More cynically, one could also well ask “Why has medicine not adopted frequentist inference, even though everyone presents P-values and hypothesis tests?” My answer is: Because frequentist inference, like Bayesian inference, is not taught. Instead everyone gets taught a misleading pseudo-frequentism: a set of rituals and misinterpretations caricaturing frequentist inference, leading to all kinds of misunderstandings. – Sander Greenland

We use statistics to learn from data with uncertainty. Traditional introductory textbooks in biostatistics implicitly or explicitly train students and researchers to “discover by p-value” using hypothesis tests (Chapter 9). Over the course of many chapters, the student learns to use something like a look-up table or a dichotomous key to choose the correct “test” for the data at hand, compute a test statistic for their data, compute a \(p\)-value based on the test statistic, and compare the p-value to 0.05. Textbooks typically give very little guidance about what can be concluded if \(p < 0.05\) or if \(p > 0.05\), but many researchers conclude (incorrectly) they have “discovered” something if \(p < 0.05\) but found “no effect” if \(p > 0.05\).

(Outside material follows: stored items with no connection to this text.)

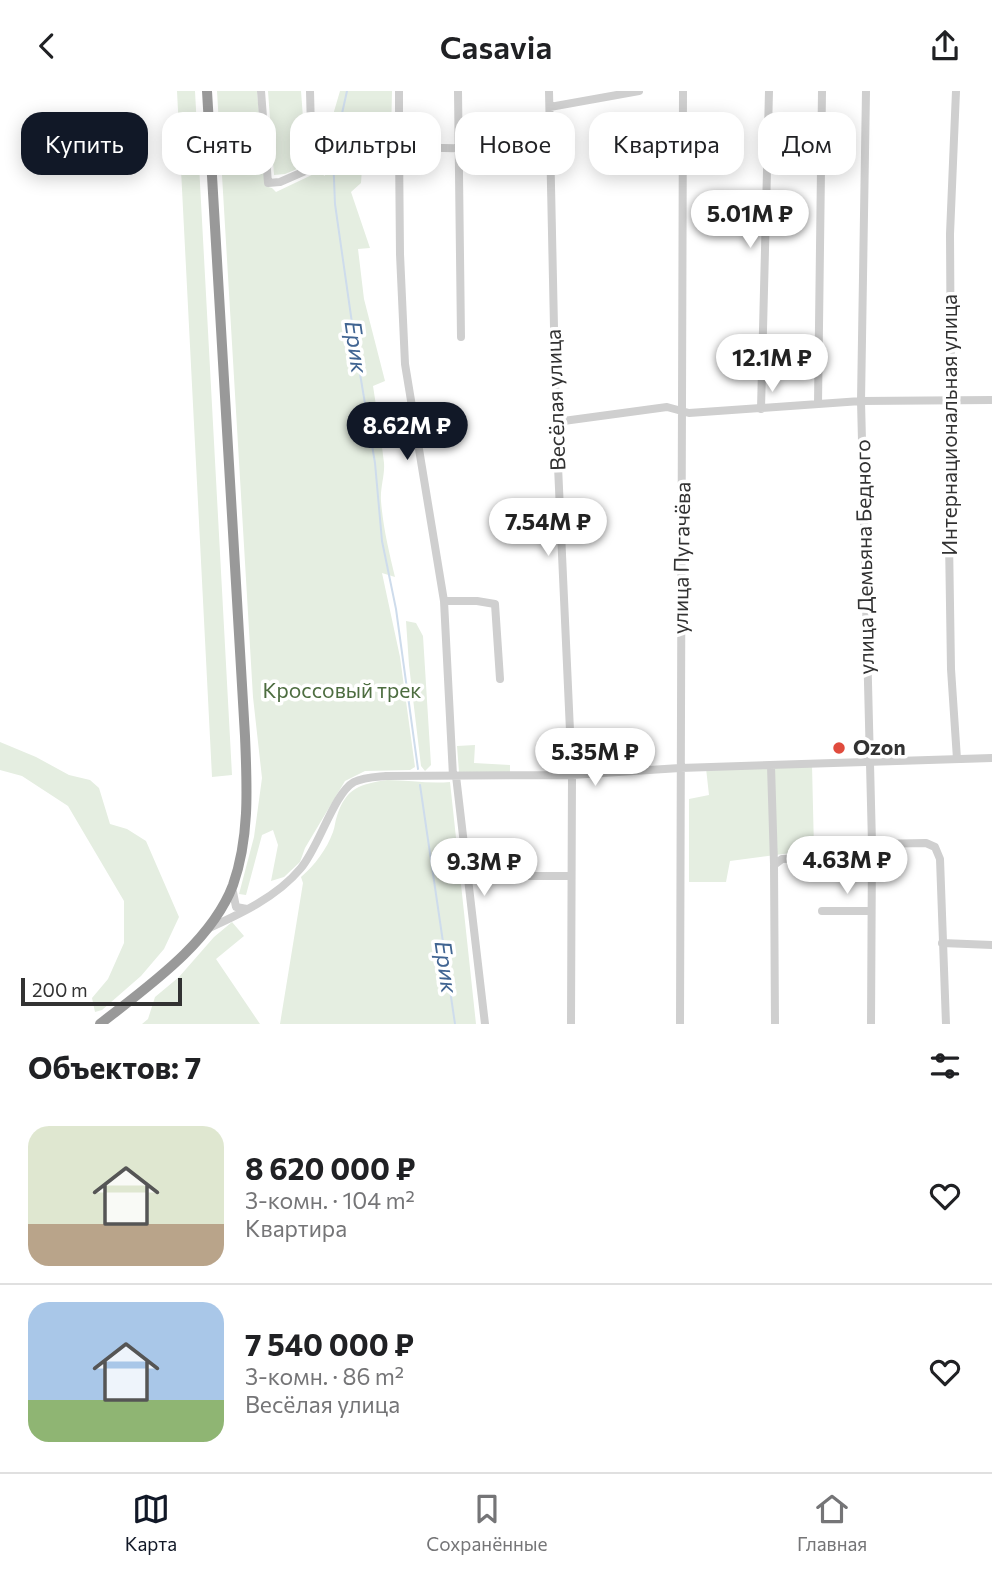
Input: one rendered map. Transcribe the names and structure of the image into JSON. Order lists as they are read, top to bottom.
{
  "streets": {
    "street": [
      "Весёлая улица",
      "Интернациональная улица",
      "улица Демьяна Бедного",
      "улица Пугачёва"
    ]
  },
  "water": ["Ерик"],
  "parks": ["Кроссовый трек"],
  "places": ["Ozon"],
  "scale_bar": "200 m",
  "page": {
    "header": "Casavia",
    "chip": [
      "Купить",
      "Снять",
      "Фильтры",
      "Новое",
      "Квартира",
      "Дом"
    ],
    "price": [
      "5.01M ₽",
      "12.1M ₽",
      "8.62M ₽",
      "7.54M ₽",
      "5.35M ₽",
      "4.63M ₽",
      "9.3M ₽"
    ],
    "scale": "200 m",
    "heading": "Объектов: 7",
    "list": [
      {
        "name": "8 620 000 ₽",
        "note": "3-комн. · 104 m² · Квартира"
      },
      {
        "name": "7 540 000 ₽",
        "note": "3-комн. · 86 m² · Весёлая улица"
      }
    ],
    "tabs": ["Карта", "Сохранённые", "Главная"]
  }
}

Researchers learn nothing useful from a hypothesis test. True, a \(p\)-value is evidence against the null, and thus, a tool to dampen the frequency that we are fooled by randomness. But if we are investigating the effects of an increasingly acidified ocean on coral growth, \(p=0.002\) may be evidence of an effect of the experimental intervention, but, from everything we know about pH and cell biology, it would be absurd to conclude from any data that pH does not affect growth. To build useful models of how biological systems work, we want to know the magnitude of effects and our uncertainty in estimating these magnitudes. We can use a magnitude and uncertainty to make predictions about the future of coral reefs, under different scenarios of ocean acidification. We can use the estimated effects and uncertainty to model the consquences of the effects of acidification on coral growth on fish production or carbon cycling.

This book is an introduction to the estimation of effects of biological data, and measures of the uncertainty of theses estimates, using a statistical modeling approach. As an introduction, the focus will be linear models and extensions of the linear models including linear mixed models and generalized linear models. Linear models are the engine behind many hypothesis tests but the emphasis in statistical modeling is estimation and uncertainty instead of test statistics and \(p\)-values. All linear models, and their generalizations, are variations of

\[\begin{align} Y &\sim P(\mu, \theta)\\ \mathrm{E}(Y|X) &= \mu\\ \mu &= \beta_0 + \beta_1 X \tag{.} \end{align}\]

Chapter 1 explains the meaning of this model specification but the point to make here is that because all linear models and their generalizations are variations of this specification, a modeling strategy of learning or doing statistics is more coherent than the NHST strategy using look-up tables or dichotomous keys of hypothesis tests. Generalizations of the basic linear model include linear mixed models, generalized linear models, generalized additive models, causal graphical models, multivariate models, and machine learning. This book is not a comprehensive source for any of these methods but, instead, a path of the critical elements leading you to the doorway to the vast universe of each of these methods.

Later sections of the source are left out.